The first command allows data packet forwarding. the second command allows data packet forwarding from TCP 3389 to xx. xx. xx. xx; the third command indicates that a "two-way path" is implemented for the forwarded data packets, and a correct return channel is set for the data packets. To make the forwarding take effect permanently, add the preceding command to the/etc/rc. local file.

In this way, when a hacker scans the port opened by the server, the hacker cannot find port 22. Instead, the hacker can see a disguised port 3389, so that the operating system type cannot be correctly determined.

For netcraft

Netcraft is a powerful scanning engine. through a simple TCP 80, you can know the operating system, Web service program, and Uptime of the tested server.

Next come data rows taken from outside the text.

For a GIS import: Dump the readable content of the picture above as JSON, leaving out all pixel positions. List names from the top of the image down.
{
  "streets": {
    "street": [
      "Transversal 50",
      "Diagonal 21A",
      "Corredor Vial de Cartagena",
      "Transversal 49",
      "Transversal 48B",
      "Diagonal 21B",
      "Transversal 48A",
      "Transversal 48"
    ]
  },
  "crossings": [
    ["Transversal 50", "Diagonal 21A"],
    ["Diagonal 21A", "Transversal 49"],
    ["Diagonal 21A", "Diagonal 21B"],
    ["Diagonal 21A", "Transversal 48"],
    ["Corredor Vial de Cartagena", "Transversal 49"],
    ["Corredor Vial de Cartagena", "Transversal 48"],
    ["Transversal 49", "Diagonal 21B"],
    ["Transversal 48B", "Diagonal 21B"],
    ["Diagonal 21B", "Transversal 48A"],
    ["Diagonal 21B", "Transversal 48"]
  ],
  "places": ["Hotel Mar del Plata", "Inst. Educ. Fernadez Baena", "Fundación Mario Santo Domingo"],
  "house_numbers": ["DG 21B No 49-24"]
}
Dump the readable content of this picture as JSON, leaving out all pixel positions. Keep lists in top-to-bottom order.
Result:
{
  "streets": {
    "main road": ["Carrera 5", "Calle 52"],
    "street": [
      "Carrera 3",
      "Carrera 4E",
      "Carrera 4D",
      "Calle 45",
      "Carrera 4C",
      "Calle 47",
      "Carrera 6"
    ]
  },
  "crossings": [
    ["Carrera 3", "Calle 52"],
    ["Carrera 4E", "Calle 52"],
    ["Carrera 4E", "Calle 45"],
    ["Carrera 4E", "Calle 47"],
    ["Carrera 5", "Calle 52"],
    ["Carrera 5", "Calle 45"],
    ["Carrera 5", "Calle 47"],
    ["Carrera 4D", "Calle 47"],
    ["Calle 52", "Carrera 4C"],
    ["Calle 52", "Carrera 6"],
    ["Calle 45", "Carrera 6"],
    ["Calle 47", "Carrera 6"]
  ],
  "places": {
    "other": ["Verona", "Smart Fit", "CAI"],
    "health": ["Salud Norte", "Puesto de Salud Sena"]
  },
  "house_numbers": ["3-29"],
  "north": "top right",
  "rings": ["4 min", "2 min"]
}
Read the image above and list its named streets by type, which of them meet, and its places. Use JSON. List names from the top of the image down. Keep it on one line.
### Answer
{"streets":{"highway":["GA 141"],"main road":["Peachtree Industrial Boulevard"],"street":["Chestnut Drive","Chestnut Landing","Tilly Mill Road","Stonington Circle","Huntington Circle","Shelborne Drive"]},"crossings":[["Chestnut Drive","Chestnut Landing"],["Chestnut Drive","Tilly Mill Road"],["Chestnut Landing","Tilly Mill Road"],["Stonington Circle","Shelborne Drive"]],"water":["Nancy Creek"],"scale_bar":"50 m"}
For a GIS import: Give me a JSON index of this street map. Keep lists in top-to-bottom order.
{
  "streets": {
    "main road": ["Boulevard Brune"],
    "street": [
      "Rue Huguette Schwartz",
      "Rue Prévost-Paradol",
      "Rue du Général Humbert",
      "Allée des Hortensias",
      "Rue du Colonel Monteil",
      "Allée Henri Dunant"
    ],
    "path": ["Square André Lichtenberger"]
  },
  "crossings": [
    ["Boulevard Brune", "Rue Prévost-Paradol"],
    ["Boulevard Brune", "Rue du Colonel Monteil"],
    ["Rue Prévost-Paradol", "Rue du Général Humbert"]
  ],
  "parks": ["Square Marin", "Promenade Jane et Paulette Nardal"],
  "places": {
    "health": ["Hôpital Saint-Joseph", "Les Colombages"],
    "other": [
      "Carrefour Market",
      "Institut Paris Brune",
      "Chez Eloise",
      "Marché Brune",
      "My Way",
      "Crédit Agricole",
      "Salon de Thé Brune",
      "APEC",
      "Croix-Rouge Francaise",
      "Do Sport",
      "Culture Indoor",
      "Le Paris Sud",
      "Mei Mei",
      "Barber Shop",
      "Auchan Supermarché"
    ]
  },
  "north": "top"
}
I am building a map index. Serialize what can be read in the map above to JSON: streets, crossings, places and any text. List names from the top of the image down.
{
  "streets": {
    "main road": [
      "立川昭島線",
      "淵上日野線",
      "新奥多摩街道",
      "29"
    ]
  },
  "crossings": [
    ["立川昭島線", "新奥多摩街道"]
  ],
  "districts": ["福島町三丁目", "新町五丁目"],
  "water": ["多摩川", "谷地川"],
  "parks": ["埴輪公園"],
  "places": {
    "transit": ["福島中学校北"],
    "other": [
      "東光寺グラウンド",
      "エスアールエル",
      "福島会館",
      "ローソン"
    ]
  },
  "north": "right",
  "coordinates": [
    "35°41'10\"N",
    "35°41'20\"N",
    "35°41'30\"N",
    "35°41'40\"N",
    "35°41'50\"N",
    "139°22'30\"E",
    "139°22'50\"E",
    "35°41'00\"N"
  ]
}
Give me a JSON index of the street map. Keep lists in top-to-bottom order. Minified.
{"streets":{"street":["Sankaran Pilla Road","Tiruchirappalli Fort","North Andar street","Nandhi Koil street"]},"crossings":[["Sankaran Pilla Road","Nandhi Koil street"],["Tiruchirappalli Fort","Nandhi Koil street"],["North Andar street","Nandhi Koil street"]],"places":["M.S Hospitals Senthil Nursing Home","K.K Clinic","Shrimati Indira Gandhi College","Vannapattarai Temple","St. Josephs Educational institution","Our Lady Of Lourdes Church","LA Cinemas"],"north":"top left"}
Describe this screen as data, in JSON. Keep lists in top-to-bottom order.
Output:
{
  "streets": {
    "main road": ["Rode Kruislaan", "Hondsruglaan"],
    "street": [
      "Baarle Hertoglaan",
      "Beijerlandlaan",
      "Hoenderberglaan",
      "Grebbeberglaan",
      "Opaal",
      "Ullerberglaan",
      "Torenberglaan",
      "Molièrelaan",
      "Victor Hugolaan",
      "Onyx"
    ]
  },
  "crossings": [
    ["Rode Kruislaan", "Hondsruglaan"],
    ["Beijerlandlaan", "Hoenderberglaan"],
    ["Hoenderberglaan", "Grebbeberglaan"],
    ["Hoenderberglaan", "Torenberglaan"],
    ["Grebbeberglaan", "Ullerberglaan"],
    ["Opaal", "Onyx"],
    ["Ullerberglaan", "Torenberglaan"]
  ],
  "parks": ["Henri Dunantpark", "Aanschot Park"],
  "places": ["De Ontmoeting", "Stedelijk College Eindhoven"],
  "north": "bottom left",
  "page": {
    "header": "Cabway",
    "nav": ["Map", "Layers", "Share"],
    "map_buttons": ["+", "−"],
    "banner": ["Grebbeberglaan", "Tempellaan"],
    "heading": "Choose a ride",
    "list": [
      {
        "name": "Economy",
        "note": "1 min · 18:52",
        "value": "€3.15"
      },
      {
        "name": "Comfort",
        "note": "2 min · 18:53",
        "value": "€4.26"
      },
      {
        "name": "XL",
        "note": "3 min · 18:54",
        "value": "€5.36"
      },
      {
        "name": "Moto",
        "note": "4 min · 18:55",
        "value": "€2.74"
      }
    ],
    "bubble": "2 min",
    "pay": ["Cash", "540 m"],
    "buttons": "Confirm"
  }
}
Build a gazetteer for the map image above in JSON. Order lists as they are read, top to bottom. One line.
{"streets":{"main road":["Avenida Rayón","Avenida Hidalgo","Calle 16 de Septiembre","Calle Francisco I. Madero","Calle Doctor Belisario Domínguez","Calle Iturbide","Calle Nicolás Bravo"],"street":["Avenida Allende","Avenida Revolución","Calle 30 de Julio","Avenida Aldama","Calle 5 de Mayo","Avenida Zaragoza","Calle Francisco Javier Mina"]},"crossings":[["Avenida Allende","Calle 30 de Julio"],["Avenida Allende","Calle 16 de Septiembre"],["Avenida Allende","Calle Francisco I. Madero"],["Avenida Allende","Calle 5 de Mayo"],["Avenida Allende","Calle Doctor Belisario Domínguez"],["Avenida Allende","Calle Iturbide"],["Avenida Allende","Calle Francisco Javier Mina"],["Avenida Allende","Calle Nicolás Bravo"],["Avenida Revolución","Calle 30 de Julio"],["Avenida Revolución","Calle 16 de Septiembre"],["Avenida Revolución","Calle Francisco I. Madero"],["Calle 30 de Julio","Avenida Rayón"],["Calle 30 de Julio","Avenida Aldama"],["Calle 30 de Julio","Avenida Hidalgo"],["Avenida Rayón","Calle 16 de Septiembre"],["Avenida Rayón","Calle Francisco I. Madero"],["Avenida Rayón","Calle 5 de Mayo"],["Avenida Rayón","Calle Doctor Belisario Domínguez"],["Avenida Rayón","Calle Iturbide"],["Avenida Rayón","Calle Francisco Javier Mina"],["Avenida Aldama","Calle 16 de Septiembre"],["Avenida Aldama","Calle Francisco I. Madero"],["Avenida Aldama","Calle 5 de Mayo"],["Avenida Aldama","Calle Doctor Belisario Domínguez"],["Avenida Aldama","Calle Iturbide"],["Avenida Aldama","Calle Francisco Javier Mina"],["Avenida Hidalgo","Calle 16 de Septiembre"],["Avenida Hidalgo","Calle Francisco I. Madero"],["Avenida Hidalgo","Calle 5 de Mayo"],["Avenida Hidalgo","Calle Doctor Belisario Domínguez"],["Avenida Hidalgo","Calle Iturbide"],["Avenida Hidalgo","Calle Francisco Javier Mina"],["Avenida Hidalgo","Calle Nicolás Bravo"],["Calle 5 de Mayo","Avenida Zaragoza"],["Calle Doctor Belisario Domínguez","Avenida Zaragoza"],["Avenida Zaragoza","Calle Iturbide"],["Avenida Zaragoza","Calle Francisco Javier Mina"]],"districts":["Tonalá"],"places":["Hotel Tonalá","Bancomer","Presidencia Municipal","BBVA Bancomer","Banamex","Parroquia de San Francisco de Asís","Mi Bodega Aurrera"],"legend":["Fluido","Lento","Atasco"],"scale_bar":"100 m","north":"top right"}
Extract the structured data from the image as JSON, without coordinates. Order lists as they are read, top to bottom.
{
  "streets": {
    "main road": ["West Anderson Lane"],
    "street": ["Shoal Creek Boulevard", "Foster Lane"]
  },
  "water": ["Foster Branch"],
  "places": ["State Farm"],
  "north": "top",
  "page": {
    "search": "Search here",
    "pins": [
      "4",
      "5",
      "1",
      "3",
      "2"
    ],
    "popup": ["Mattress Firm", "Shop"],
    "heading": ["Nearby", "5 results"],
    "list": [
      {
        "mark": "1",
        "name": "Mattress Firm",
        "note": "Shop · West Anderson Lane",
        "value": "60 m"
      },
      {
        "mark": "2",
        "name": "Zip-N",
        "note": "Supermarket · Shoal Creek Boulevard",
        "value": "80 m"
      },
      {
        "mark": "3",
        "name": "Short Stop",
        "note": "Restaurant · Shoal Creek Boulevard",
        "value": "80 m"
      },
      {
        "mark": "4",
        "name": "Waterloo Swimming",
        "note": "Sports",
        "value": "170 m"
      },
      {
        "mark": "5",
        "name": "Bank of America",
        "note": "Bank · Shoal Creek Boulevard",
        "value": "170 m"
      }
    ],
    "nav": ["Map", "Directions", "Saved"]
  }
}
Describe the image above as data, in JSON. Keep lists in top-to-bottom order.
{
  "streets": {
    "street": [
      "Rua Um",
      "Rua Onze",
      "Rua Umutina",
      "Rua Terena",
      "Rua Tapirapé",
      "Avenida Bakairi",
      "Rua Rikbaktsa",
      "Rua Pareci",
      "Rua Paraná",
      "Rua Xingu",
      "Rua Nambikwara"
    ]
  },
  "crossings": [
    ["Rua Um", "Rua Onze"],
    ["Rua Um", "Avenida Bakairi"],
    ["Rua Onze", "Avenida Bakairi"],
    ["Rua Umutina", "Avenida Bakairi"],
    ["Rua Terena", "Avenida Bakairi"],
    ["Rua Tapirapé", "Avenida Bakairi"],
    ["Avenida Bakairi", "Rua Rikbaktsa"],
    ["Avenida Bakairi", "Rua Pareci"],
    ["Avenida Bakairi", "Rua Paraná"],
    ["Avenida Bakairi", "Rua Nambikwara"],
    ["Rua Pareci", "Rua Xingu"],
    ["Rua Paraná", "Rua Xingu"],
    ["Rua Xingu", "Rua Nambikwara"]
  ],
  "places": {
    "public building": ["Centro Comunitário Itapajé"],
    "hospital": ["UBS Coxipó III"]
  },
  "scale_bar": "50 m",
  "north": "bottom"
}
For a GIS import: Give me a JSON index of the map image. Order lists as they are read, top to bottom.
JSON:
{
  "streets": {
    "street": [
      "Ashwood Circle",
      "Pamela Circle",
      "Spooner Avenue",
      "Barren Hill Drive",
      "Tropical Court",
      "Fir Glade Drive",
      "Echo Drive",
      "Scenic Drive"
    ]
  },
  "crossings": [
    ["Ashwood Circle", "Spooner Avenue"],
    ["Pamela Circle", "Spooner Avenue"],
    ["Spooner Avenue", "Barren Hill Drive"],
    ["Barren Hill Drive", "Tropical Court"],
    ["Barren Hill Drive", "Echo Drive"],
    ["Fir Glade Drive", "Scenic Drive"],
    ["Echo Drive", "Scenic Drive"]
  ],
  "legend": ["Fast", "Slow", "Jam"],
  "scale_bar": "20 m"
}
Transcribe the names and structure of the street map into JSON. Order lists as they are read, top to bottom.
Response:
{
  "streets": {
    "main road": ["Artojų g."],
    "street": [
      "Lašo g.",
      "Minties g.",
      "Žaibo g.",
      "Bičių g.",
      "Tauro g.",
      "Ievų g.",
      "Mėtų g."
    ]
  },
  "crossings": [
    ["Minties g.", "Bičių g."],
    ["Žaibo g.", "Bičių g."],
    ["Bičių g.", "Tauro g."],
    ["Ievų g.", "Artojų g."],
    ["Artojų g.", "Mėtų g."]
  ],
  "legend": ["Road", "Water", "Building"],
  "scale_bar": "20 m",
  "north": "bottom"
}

The methods described above do not work for netcraft. For netcraft, you can use iptables to perform system camouflage so that netcraft misjudges the operating system:

# Iptables-t nat-I PREROUTING-s 195.92.95.0/24-p tcp -- dport 80-j DNAT -- to xx. xx

# Iptables-t nat-I POSTROUTING-s 195.92.95.0/24-p tcp -- dport 80-j MASQUERADE

Packet capture shows that there are more than one netcraft server, so you need to perform forwarding spoofing on its network segment.

Summary

The above methods can only prevent and obstruct hackers from analyzing system vulnerabilities in a certain way, which can reduce the possibility of computer attacks to a certain extent, but it is still "anti-gentleman, not anti-villain ", it is just a new idea for everyone to learn and use.